There are dangers that arise from artificial intelligence (AI) that might not be the kind that first come to mind. Many involve autoML, automated machine learning that relies on more machine learning to generate better versions of itself.
While autoML advertises the promise of “democratizing machine learning,” offering increased access to firms with limited enterprise analytics capabilities to solve their complex business problems, the advancements have also brought the idea of “AI hubris” to light. Where do people and human expertise fit in an increasingly AI-enabled word?

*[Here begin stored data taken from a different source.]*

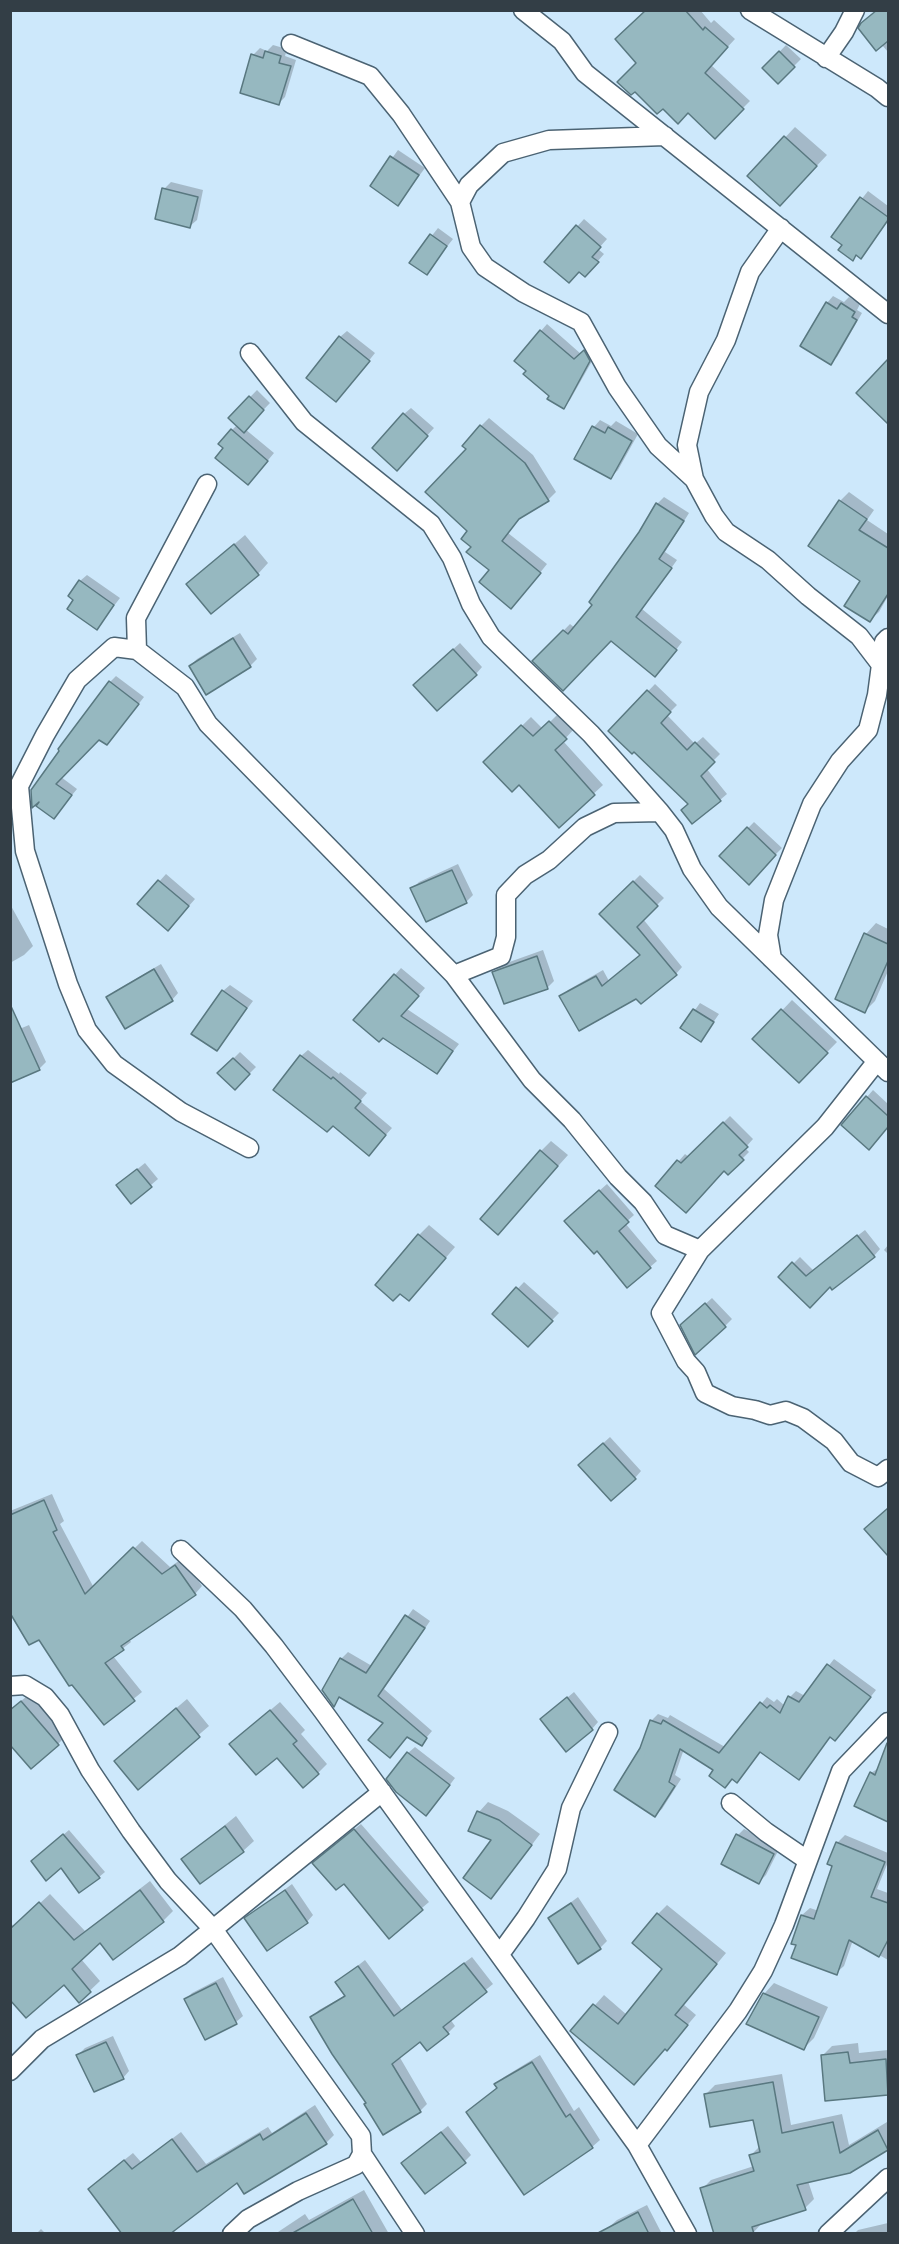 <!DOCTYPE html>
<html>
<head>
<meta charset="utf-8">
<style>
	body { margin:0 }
	#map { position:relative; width:899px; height:2244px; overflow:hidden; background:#cde8fb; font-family:Jost,sans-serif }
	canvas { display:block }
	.frame { position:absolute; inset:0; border:12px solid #333e46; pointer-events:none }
</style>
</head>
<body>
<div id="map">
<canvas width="899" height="2244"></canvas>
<div class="frame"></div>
</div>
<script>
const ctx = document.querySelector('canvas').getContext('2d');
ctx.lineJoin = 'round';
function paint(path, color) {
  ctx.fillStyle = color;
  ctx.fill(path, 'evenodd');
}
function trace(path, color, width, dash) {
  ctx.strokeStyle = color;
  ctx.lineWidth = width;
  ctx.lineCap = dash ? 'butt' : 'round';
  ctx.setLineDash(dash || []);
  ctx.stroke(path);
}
const shadow = new Path2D(`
	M642,10H700L711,23L714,20L735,39L711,65L750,101L715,136L638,63L645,13Z
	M877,10H888V52L882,45Z
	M273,45L287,49L285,56L296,60L285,97L278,104L253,55L260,48L267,51Z
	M786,45L801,59L778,82L764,68Z
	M795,127L827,155L790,194L749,176Z
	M398,150L425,168L398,204L372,186Z
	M171,182L203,190L197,220L190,226L164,189Z
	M868,191L888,206V221L867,250L861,257L857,254L853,259L844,245L833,236Z
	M584,219L607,239L598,249L604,254L591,269L579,270L546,261Z
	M438,228L453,239L426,273L411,262Z
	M833,296L844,302L849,297L860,304L857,310L862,313L837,357L830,363L827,303Z
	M547,324L581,354L591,345L596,354L570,400L564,407L550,395L541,331Z
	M347,331L375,353L343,393L340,337Z
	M888,361V416L858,393Z
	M257,390L270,403L245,429L274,453L254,477L225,448L232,430L237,425L230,418Z
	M411,408L434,428L403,462L404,414Z
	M489,418L533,455L556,492L548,500L521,516L508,533L547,564L519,599L491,570L473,546L470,531L468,449L481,426Z
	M600,420L611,426L616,421L638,434L618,470L611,477L594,427Z
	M849,492L874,510L867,520L888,534V596L879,612L870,620L862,580L840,501Z
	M664,497L689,513L665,552L677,560L642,609L682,642L662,668L611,639L534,661L570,624L575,628L595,605L657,504Z
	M245,535L268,563L258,574L188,584Z
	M87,575L120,598L97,628L75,599L80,581Z
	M240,633L257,659L250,666H190L197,659Z
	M460,643L482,667L476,674L422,678Z
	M116,676L144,697L113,737L99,738L61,777L77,789L54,817L38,805L110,682Z
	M655,684L677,705L667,715L695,744L703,737L720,754L706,768L727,794L720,800L689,803L634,750L610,731Z
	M559,713L574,729L563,741L603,785L559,826L520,782L485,762L531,717L543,729Z
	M754,822L782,848L748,882L721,856Z
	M458,864L473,895L466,902L412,889L419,882Z
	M166,874L195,899L175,922L139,904Z
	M640,875L664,898L643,919L682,967L676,974L637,997L561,996L568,990L603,970L609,981L642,954L601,914Z
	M10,904L33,946L24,955L10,963Z
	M876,923L888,929V971L875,1001L865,1011L837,999L866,934Z
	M543,950L554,981L547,988L494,972L501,965Z
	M161,964L178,993L172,1000L108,997L115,991Z
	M401,968L425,988L407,1009L459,1044L437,1072L383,1036L395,975Z
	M230,985L253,1001L216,1050L223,991Z
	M792,1000L837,1042L799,1081L755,1039Z
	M700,1003L719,1014L701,1040L682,1028Z
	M29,1025L46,1062L39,1069L10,1033Z
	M308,1050L339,1074L340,1072L367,1093L360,1101L392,1128L375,1147L301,1056Z
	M240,1052L256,1067L235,1088L219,1073Z
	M873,1090L888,1104V1126L876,1141L867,1097Z
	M730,1116L753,1139L745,1148L749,1152L728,1173L725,1169L657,1186L685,1154L689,1157Z
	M551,1141L568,1155L508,1222L541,1151Z
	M145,1163L158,1179L131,1202L125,1179Z
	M607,1184L634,1215L625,1223L657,1261L650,1267L572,1215Z
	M429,1225L455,1247L419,1289V1235Z
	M865,1230L880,1249L874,1256L830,1285L780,1277L800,1257L813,1270Z
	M888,1245V1254L884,1250Z
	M524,1282L559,1313L528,1345L494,1314Z
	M712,1298L732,1319L725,1326L689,1319Z
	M610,1437L641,1471L635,1478L587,1458Z
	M52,1494L64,1521L60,1524L94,1588L142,1541L170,1567L183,1558L202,1586L195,1594L129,1639L131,1642L113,1656L142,1692L104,1723L10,1566V1511Z
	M888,1509V1554L866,1529Z
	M413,1609L430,1621L384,1689L432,1731L421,1744L341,1696L334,1704L341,1659L348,1652L372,1666Z
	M834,1659L876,1690L842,1733L831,1736L799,1778L761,1751L743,1774L733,1778L725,1786L715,1769L684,1749L675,1775L681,1779L662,1809L655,1815L641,1749L651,1721L658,1714L668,1718L670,1715L725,1747L767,1697L774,1702L777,1699L785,1706L790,1697L796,1691L805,1696Z
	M32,1692L68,1734L58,1744L10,1710Z
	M574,1692L598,1722L592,1729L542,1719Z
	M187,1699L209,1726L138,1787L126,1751Z
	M280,1702L305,1730L301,1734L327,1764L318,1773L277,1756L241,1735Z
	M888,1744V1820L856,1805L871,1773L880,1767Z
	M415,1747L455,1778L433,1807L408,1753Z
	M488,1802L508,1811L540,1834L500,1887L491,1897L493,1840L470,1831L479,1812Z
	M236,1816L254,1841L243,1851L201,1882L183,1859Z
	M361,1824L429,1902L389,1936L344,1881L320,1857Z
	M744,1829L780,1847L766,1875L759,1882L738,1835Z
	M69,1830L105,1872L99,1877L38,1856Z
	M845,1835L888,1853V1862L877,1889L888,1893V1960L853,1940L844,1966L836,1973L793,1943L802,1915L810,1908L819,1911L834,1865L829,1863L838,1842Z
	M150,1881L173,1911L163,1921L100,1940L81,1959L100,1981L79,2001L64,1983L10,1998L11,1923L14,1927L50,1894L85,1931Z
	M292,1884L313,1915L307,1922L246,1919Z
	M578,1897L607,1941L600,1948L550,1918Z
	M667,1905L726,1953L683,2004L696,2015L667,2049L572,2031L604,1995L627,2015L664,1968L658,1914Z
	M472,1957L493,1984L450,2019L455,2026L448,2033L427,2049L420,2040L399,2056L427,2104L420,2111L367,2103L312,2017L319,2010L346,1995L337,1982L365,1960L402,2010Z
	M223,1977L243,2016L236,2022L206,2038L186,1999L192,1993Z
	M774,1983L828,2007L814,2038L804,2048L764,1994Z
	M113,2036L129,2071L123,2078L78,2055L85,2048Z
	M858,2043L859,2053L888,2050V2093L827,2100L822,2056L832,2046Z
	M540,2055L574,2111L579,2107L600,2140L592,2147L468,2112L498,2087L496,2084L504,2077Z
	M782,2074L791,2125L842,2114L849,2145L887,2122L888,2149L850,2172L808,2181L814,2199L805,2208L762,2223L753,2233L702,2189L711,2180L754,2166L751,2155L760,2146L754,2118L706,2094L715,2085Z
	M315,2105L334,2135L326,2143L238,2181L173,2229L176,2234H124L98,2181L133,2153L141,2162L181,2132L206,2164L268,2127L272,2133Z
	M448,2126L471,2155L465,2161L410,2156Z
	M364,2190L389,2234H275L305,2214L309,2220Z
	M647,2205L662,2234H611L608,2228L617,2220Z
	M888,2223V2234H854L858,2230Z
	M41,2229L46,2234H36Z`);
const building = new Path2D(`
	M646,10H685L703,30L705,27L728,47L705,73L744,109L715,139L688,113L678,124L663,109L657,114L635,92L631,95L617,82L636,63L615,39Z
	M877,10H888V41L876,51L858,28L861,23Z
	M265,51L281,56L279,63L291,66L279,105L240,93L251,54L263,58Z
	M779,51L795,67L778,84L762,68Z
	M784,136L817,166L780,206L747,176Z
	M390,156L419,175L398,206L370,186Z
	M162,188L198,197L190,228L155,219Z
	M860,197L888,217V220L861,259L856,255L853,261L838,250L842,245L831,237Z
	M576,225L601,247L592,257L599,262L585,277L579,272L569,283L544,262Z
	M430,234L447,246L427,275L409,263Z
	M826,302L837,309L841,303L855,312L852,317L857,320L831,365L800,346Z
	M540,330L574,359L584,350L590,361L564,409L547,399L549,396L523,374L526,371L514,361Z
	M339,336L370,361L336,402L306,378Z
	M888,359V424L856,393Z
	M249,396L264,410L244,433L228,418Z
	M403,413L428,436L397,471L372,448Z
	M480,425L525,463L549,501L519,519L502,541L541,573L511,609L479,582L489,570L466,552L471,547L461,539L467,531L425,492L466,449L462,446Z
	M592,426L605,433L608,427L632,441L611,479L574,459Z
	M231,429L268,461L248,485L215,458L223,448L218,444Z
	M839,500L867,519L859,530L888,548V594L870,622L844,606L860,581L808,546Z
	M656,503L684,521L659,559L672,568L636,617L677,650L655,677L611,641L563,691L532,661L563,630L568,634L592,605L589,602L639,532Z
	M234,544L259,575L211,614L186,584Z
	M79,580L114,605L97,630L67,609L73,600L68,596Z
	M233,638L251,667L206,695L189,666Z
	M453,649L477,675L437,711L413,685Z
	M109,681L139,704L107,745L99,740L56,784L72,795L54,819L36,806L39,802L32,808L31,790L59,751L58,749Z
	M647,690L671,712L661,723L687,750L695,742L715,762L701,776L721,801L692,824L681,810L688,804L634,752L632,754L608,731Z
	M549,721L567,739L555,750L595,795L559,828L519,785L512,792L483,762L521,725L533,736Z
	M747,827L776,855L749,885L719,856Z
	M452,870L467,903L426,922L410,888Z
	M158,880L189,906L168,931L137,904Z
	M633,881L658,906L637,927L677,975L641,1004L636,999L579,1031L559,996L596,976L602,986L640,955L599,914Z
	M864,933L888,944V961L865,1013L835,999Z
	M537,956L548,989L504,1004L492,972Z
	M154,969L173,1001L125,1029L106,997Z
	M394,974L419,996L401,1016L453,1051L437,1074L383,1038L379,1042L353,1020Z
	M222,990L247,1008L217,1051L191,1034Z
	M10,1004L40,1070L10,1083Z
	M693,1009L714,1022L701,1042L680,1028Z
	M781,1009L828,1053L799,1083L752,1039Z
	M300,1055L331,1079L333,1077L361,1101L355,1108L386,1135L369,1156L333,1126L327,1132L273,1090Z
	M233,1058L250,1074L235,1090L217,1073Z
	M866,1096L888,1116V1127L869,1150L841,1125Z
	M723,1122L748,1147L739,1155L744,1160L728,1175L724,1171L686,1213L655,1186L677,1160L681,1163Z
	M540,1150L558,1166L498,1235L480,1219Z
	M137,1169L152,1187L131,1204L116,1185Z
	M599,1190L629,1222L619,1231L651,1268L627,1288L597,1251L594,1254L564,1221Z
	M418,1234L446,1258L409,1301L400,1294L393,1301L375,1285Z
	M857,1235L875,1257L832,1290L830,1287L810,1308L778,1277L792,1262L806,1276Z
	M516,1287L553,1321L528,1347L492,1314Z
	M705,1303L726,1327L695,1355L680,1325Z
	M603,1443L636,1479L611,1501L578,1465Z
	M44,1500L57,1530L53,1532L85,1594L133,1547L162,1574L175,1565L196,1595L121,1646L124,1650L105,1663L135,1701L104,1725L72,1685L69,1686L39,1640L29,1645L10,1613V1515Z
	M888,1508V1556L864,1529Z
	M405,1615L425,1628L378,1696L427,1738L422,1746L407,1737L390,1758L368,1740L383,1723L339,1697L334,1707L322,1690L340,1658L366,1673Z
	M827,1664L871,1697L835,1741L830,1737L799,1780L760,1752L737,1783L732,1779L725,1788L709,1776L713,1770L680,1749L669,1782L675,1786L655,1817L614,1790L640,1748L650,1720L661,1724L663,1720L719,1753L760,1702L767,1708L770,1705L780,1713L788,1696L799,1702Z
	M567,1697L593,1730L566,1752L540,1719Z
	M21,1701L59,1745L31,1769L10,1745V1710Z
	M176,1708L200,1737L138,1790L114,1761Z
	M270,1710L297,1741L293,1744L319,1774L303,1788L277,1758L256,1775L229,1744Z
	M887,1743H888V1822L854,1806L870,1772L875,1775Z
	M407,1752L450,1785L426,1816L396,1792L386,1779Z
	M477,1811L499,1820L532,1845L491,1899L463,1878L491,1840L468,1831Z
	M225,1826L244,1852L200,1884L181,1859Z
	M354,1829L423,1910L389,1939L344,1884L336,1890L312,1863Z
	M63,1834L100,1878L79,1893L61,1868L46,1881L31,1861Z
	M736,1834L774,1854L759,1884L721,1864Z
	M836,1842L885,1862L871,1897L888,1903V1940L879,1957L849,1940L837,1975L791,1958L796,1945L791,1944L801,1915L814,1919L832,1866L827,1864Z
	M140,1890L164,1922L113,1960L100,1943L72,1969L91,1992L79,2003L64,1985L26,2018L10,2000V1929L39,1902L74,1940Z
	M285,1890L308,1923L267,1951L244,1918Z
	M571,1903L601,1949L578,1964L548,1918Z
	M657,1913L717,1964L675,2015L688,2025L667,2051L665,2049L634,2085L570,2031L593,2004L618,2024L662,1969L632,1943Z
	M464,1963L487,1992L443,2027L449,2034L427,2051L420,2042L392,2064L421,2112L383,2135L364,2104L366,2103L332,2054L310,2017L345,1996L335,1982L358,1966L394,2016Z
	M216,1983L237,2024L205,2040L184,1999Z
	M763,1993L819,2017L804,2050L746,2024Z
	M106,2042L124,2079L94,2092L76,2055Z
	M848,2052L850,2063L886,2059L888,2095L825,2101L821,2055Z
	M532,2062L566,2117L570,2114L593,2148L524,2195L466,2112L497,2088L494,2084Z
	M773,2082L782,2133L833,2122L840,2153L878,2130L888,2150L850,2173L797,2185L806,2210L752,2227L754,2234H714L700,2188L754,2171L749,2155L760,2152L753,2120L710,2127L704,2094Z
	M306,2113L327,2144L244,2194L237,2183L170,2234H122L88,2189L124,2160L132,2169L172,2139L197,2172L260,2134L263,2140Z
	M441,2132L466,2163L425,2194L401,2163Z
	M353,2199L373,2234H291Z
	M638,2212L649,2234H596Z`);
const street = new Path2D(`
	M523,10L562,41L585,73L888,314
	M750,10L877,88L888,97
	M291,44L370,76L401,114L460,202
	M826,58L844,32L855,10
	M665,136L549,140L503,153L469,185L460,202L471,247L485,267L524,293L581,322L617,387L658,446L694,479
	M781,228L750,272L726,340L699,392L687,445L694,479L714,516L726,532L768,560L808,596L859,636L888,674
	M250,353L304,422L431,524L452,558L471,604L491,637L591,734L660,812L674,830L692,869L719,907L888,1072
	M137,650L136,618L207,484
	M772,959L768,935L774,900L812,804L840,761L868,730L877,695L884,642L888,638
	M454,975L501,956L506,937V895L525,875L549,860L585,827L614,813L660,812
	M249,1148L181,1112L114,1064L87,1030L68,984L25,851L19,786L45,735L77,680L114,647L137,650L185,687L208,724L454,975L532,1080L572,1120L618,1177L643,1202L665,1235L700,1250L825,1127L877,1061
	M700,1250L661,1313L686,1361L696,1372L705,1393L732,1406L755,1410L770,1415L786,1411L803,1418L834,1441L851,1463L878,1477L888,1469
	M181,1550L243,1609L274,1646L323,1711L637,2145L687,2234
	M10,1686L25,1685L45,1697L60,1715L90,1770L131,1831L168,1881L213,1929L361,2136L362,2154L356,2165L298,2191L248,2219L232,2234
	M731,1803L766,1832L807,1860
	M500,1954L526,1918L557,1869L571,1808L608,1732
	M10,2071L42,2039L180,1956L382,1792
	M637,2145L738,2011L763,1971L784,1925L841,1771L888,1722
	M362,2154L415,2234
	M828,2234L888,2178`);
paint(shadow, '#0003');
paint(building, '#96b8c0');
trace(building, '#597880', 1.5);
trace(street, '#4b6373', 21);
trace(street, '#fff', 18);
</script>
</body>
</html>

McIntire Professors Ahmed Abbasi and Brent Kitchens tackle the problem in an Oct. 24, 2019, article for Harvard Business Review titled “The Risks of AutoML and How to Avoid Them.” Along with their co-author, Graduate Research Assistant Faizan Ahmad, the Commerce School faculty members propose methods for avoiding the hazards of using advanced machine learning methods with large-scale search query data. The result is what they term “augmented machine learning,” or augML, which supports the autoML concept by integrating experts, providing context for the results, and relying on complementary sources of data.
The research team (which also includes McIntire Professor Rick Netemeyer and Professor Donald Adjeroh of West Virginia University) also offer important considerations for managers and data scientists interested in making use of machine learning, including semi-automating the model development process, contextualizing machine learning with representation engineering (the intentional mapping of data into a meaningful custom architecture), and balancing depth with breadth through data triangulation.